> [TASK REQUIREMENTS]: Your answer is a copy of every line in the records where "Överstegatan" appears.

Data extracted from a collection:
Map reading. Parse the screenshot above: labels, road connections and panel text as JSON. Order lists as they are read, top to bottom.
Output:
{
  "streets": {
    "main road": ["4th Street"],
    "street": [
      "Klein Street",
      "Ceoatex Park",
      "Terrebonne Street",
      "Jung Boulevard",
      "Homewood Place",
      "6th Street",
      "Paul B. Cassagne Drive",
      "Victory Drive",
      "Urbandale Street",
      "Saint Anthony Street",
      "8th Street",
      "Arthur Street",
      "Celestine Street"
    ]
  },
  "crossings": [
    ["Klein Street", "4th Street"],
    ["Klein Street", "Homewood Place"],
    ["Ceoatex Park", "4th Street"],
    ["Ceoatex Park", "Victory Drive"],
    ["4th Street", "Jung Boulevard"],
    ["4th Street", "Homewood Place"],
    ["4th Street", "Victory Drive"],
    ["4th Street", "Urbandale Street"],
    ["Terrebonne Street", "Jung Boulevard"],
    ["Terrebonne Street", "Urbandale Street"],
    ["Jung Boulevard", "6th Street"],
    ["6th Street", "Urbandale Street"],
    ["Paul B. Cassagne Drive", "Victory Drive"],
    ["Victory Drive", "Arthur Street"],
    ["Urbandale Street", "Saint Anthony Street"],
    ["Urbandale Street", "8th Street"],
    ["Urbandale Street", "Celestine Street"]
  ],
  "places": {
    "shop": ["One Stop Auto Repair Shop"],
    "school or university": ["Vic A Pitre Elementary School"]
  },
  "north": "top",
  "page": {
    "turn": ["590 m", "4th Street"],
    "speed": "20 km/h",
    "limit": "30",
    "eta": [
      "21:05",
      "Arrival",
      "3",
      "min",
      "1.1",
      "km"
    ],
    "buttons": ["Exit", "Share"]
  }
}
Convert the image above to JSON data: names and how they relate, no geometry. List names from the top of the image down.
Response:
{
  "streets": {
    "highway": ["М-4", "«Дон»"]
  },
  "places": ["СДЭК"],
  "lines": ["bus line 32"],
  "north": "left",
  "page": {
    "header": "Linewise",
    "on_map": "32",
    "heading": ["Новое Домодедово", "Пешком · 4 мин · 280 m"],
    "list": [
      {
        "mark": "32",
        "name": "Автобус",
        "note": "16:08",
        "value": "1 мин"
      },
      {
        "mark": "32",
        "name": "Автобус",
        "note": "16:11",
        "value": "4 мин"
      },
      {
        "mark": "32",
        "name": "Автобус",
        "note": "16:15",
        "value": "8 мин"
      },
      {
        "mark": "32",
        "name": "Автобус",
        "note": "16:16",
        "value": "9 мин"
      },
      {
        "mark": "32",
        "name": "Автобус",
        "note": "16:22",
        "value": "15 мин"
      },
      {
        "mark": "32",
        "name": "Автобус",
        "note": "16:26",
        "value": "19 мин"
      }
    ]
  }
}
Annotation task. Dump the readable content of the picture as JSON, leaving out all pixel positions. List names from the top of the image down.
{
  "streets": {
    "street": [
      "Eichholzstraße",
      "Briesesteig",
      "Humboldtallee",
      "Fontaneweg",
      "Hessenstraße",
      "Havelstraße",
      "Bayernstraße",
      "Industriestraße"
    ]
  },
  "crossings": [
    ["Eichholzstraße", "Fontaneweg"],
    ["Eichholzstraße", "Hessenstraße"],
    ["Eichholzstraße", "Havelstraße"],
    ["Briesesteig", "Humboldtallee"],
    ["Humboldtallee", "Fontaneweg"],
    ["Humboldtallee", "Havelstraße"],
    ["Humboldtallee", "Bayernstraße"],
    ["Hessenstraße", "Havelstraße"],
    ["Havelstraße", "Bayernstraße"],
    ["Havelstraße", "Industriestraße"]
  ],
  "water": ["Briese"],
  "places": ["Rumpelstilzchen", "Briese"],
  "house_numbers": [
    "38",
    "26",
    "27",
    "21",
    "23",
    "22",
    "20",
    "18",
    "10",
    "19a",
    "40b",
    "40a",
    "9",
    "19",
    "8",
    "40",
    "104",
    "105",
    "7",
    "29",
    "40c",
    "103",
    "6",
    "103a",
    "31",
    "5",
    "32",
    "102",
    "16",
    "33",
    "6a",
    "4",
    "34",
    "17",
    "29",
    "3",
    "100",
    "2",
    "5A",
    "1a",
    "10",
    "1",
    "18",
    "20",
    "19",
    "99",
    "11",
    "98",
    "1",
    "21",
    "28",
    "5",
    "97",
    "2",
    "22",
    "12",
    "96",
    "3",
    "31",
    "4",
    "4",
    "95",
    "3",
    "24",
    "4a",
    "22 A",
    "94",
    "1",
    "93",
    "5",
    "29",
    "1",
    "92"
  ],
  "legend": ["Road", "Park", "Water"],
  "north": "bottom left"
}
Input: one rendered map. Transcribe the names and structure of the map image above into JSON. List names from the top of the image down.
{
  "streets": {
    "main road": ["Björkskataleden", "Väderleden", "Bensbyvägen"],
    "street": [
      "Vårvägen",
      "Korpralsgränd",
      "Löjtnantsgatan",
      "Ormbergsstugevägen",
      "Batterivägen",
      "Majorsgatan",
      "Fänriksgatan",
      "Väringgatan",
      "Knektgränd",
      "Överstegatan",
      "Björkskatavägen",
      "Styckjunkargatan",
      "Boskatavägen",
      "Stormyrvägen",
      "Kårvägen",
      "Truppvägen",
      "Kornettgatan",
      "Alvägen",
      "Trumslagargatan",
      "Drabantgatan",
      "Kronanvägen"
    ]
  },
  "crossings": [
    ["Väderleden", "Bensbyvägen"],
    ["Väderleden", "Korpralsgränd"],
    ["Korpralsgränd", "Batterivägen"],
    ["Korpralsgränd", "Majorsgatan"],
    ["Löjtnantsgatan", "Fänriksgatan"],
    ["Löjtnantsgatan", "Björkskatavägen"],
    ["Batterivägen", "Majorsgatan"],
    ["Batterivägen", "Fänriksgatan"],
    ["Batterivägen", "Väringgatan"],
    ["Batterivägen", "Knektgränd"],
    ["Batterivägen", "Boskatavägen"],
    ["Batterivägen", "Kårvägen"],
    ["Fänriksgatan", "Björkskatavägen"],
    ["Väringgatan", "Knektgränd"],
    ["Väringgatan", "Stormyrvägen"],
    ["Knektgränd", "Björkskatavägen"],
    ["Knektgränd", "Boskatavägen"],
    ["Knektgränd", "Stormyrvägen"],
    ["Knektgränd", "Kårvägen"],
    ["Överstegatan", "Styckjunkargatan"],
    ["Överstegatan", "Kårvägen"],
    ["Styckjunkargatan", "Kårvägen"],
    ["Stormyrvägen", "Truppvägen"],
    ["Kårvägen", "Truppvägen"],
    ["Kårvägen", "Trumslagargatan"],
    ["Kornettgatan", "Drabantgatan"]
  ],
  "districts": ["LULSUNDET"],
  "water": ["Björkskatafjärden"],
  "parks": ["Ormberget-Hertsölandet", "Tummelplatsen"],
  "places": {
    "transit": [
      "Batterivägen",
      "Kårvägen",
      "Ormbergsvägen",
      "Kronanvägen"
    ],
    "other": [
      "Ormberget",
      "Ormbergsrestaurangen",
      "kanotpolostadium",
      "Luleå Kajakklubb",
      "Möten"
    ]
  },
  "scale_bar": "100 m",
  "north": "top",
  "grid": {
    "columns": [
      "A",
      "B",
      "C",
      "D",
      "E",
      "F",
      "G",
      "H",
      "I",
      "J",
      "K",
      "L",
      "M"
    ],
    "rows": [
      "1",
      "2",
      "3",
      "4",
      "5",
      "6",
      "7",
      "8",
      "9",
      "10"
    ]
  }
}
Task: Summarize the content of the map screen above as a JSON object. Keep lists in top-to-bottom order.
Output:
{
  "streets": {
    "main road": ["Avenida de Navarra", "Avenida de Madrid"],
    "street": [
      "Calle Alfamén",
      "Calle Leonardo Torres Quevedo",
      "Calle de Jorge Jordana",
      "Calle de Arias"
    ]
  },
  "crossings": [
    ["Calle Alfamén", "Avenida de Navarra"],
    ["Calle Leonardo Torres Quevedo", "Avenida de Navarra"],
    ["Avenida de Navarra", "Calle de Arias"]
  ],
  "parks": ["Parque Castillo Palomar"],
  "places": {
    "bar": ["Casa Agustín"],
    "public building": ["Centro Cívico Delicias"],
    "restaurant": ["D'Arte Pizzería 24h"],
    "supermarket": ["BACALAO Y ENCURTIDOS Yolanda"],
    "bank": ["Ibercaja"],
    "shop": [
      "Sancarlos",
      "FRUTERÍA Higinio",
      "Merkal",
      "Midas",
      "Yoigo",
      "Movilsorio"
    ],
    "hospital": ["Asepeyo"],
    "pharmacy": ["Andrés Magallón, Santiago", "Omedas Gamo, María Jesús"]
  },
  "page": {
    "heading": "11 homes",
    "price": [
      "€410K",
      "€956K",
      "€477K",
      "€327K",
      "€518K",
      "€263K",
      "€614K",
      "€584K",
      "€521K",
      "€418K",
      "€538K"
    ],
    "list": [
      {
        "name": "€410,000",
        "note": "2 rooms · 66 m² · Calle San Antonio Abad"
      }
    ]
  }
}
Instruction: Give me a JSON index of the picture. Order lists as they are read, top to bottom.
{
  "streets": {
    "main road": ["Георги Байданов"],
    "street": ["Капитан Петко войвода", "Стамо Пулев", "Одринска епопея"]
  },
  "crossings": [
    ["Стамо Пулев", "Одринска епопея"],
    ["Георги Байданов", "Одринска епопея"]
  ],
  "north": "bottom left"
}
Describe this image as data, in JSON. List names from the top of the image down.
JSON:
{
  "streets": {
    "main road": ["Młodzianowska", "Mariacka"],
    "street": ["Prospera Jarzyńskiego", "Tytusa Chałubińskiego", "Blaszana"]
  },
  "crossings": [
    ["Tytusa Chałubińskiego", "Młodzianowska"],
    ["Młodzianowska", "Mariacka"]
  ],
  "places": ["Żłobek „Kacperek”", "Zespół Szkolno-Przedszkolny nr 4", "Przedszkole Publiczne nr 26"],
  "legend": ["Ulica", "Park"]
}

> [SOLUTION FOR THIS TASK]:
      "Överstegatan",
    ["Överstegatan", "Styckjunkargatan"],
    ["Överstegatan", "Kårvägen"],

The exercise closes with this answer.